Ces quatre interventions, suivies d’un débat, ont nourri le travail en atelier des participants, qui portait sur quatre thèmes : les besoins des personnes âgées, l’intervention des familles et des aidants familiaux, l’offre de service apportée par le réseau associatif (maintien à domicile, accompagnement bénévole), les enjeux financiers pour les familles (reste à charge, obligation alimentaire, recours sur succession, etc).
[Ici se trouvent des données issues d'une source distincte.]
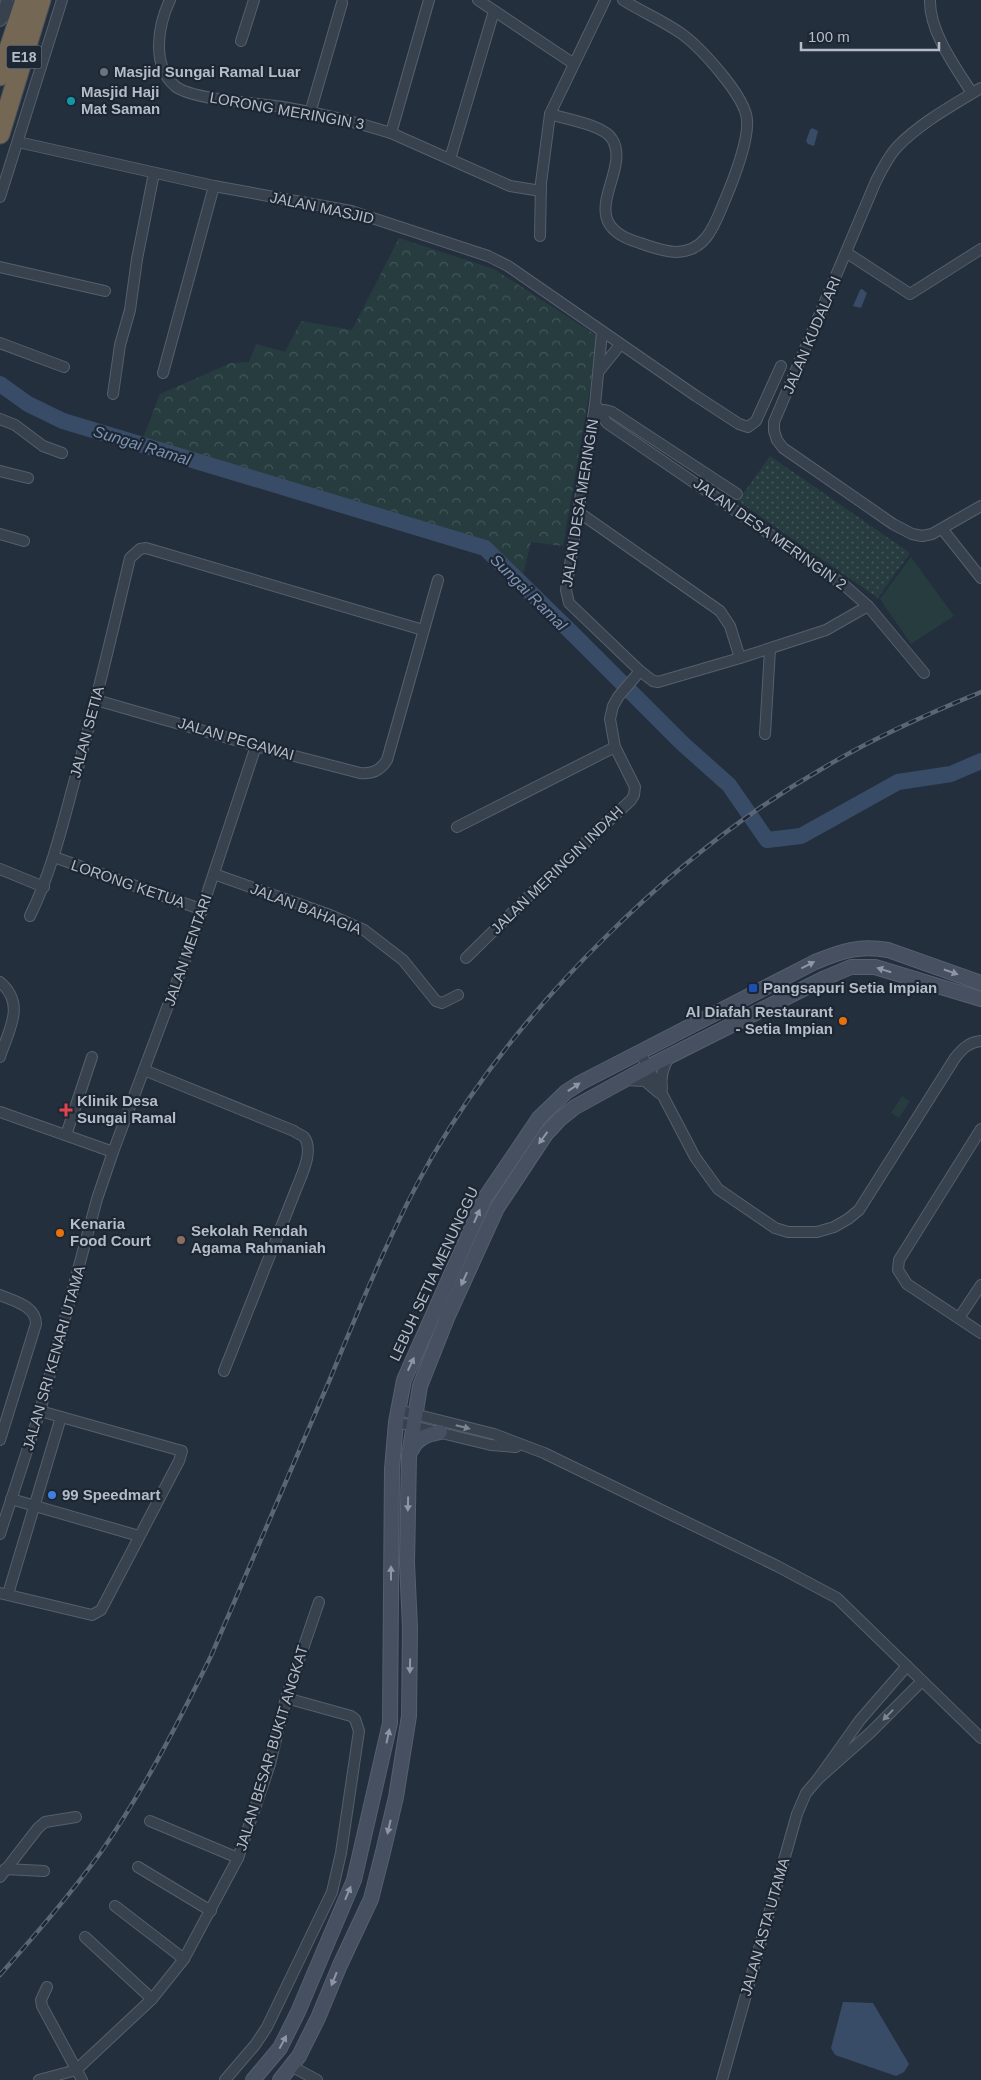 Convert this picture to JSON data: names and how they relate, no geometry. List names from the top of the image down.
{
  "streets": {
    "highway": ["E18"],
    "street": [
      "LORONG MERINGIN 3",
      "JALAN MASJID",
      "JALAN KUDALARI",
      "JALAN DESA MERINGIN",
      "JALAN DESA MERINGIN 2",
      "JALAN SETIA",
      "JALAN PEGAWAI",
      "JALAN MERINGIN INDAH",
      "LORONG KETUA",
      "JALAN BAHAGIA",
      "JALAN MENTARI",
      "LEBUH SETIA MENUNGGU",
      "JALAN SRI KENARI UTAMA",
      "JALAN BESAR BUKIT ANGKAT",
      "JALAN ASTA UTAMA"
    ]
  },
  "crossings": [
    ["JALAN MASJID", "JALAN DESA MERINGIN"],
    ["JALAN DESA MERINGIN", "JALAN DESA MERINGIN 2"],
    ["JALAN DESA MERINGIN", "JALAN MERINGIN INDAH"],
    ["JALAN SETIA", "JALAN PEGAWAI"],
    ["JALAN SETIA", "LORONG KETUA"],
    ["JALAN PEGAWAI", "JALAN MENTARI"],
    ["LORONG KETUA", "JALAN MENTARI"],
    ["JALAN BAHAGIA", "JALAN MENTARI"],
    ["JALAN MENTARI", "JALAN SRI KENARI UTAMA"]
  ],
  "water": ["Sungai Ramal"],
  "places": {
    "other": [
      "Masjid Sungai Ramal Luar",
      "Masjid Haji Mat Saman",
      "Al Diafah Restaurant - Setia Impian",
      "Kenaria Food Court",
      "Sekolah Rendah Agama Rahmaniah",
      "99 Speedmart"
    ],
    "transit": ["Pangsapuri Setia Impian"],
    "health": ["Klinik Desa Sungai Ramal"]
  },
  "scale_bar": "100 m"
} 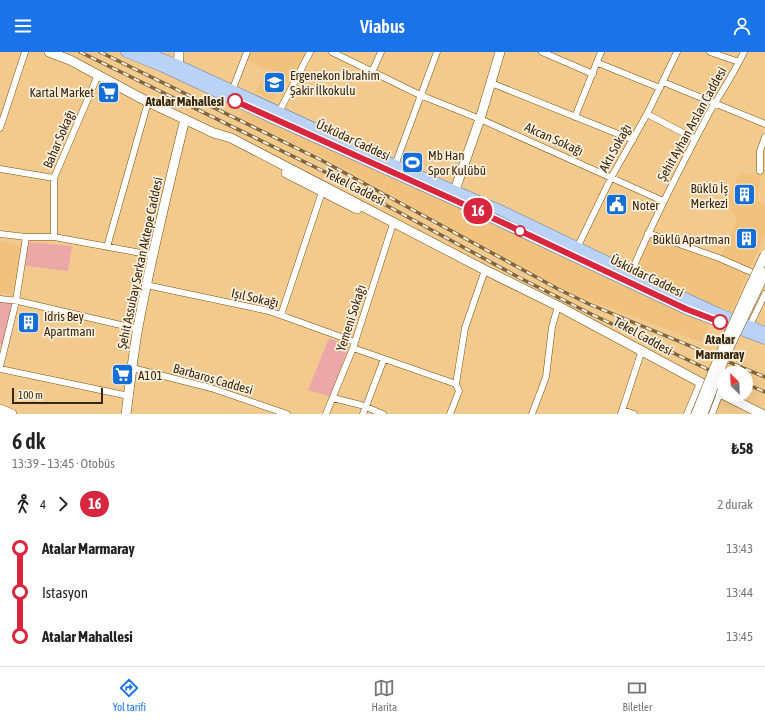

Les intervenants et le travail en ateliers ont permis aux UDAF et URAF de faire le point sur le double rôle à jouer sur ce dossier :

- défendre, dans les débats et concertations, les intérêts des millions de familles qui sont ou seront confrontées à la perte d’autonomie. A très court terme, il s’agira pour elles de faire peser la voix des familles dans les débats interdépartementaux et inter-régionaux organisés jusqu’à la fin du printemps par le Gouvernement ;
- rechercher, promouvoir, toutes les solutions de services associatifs pouvant aider et accompagner ces mêmes familles.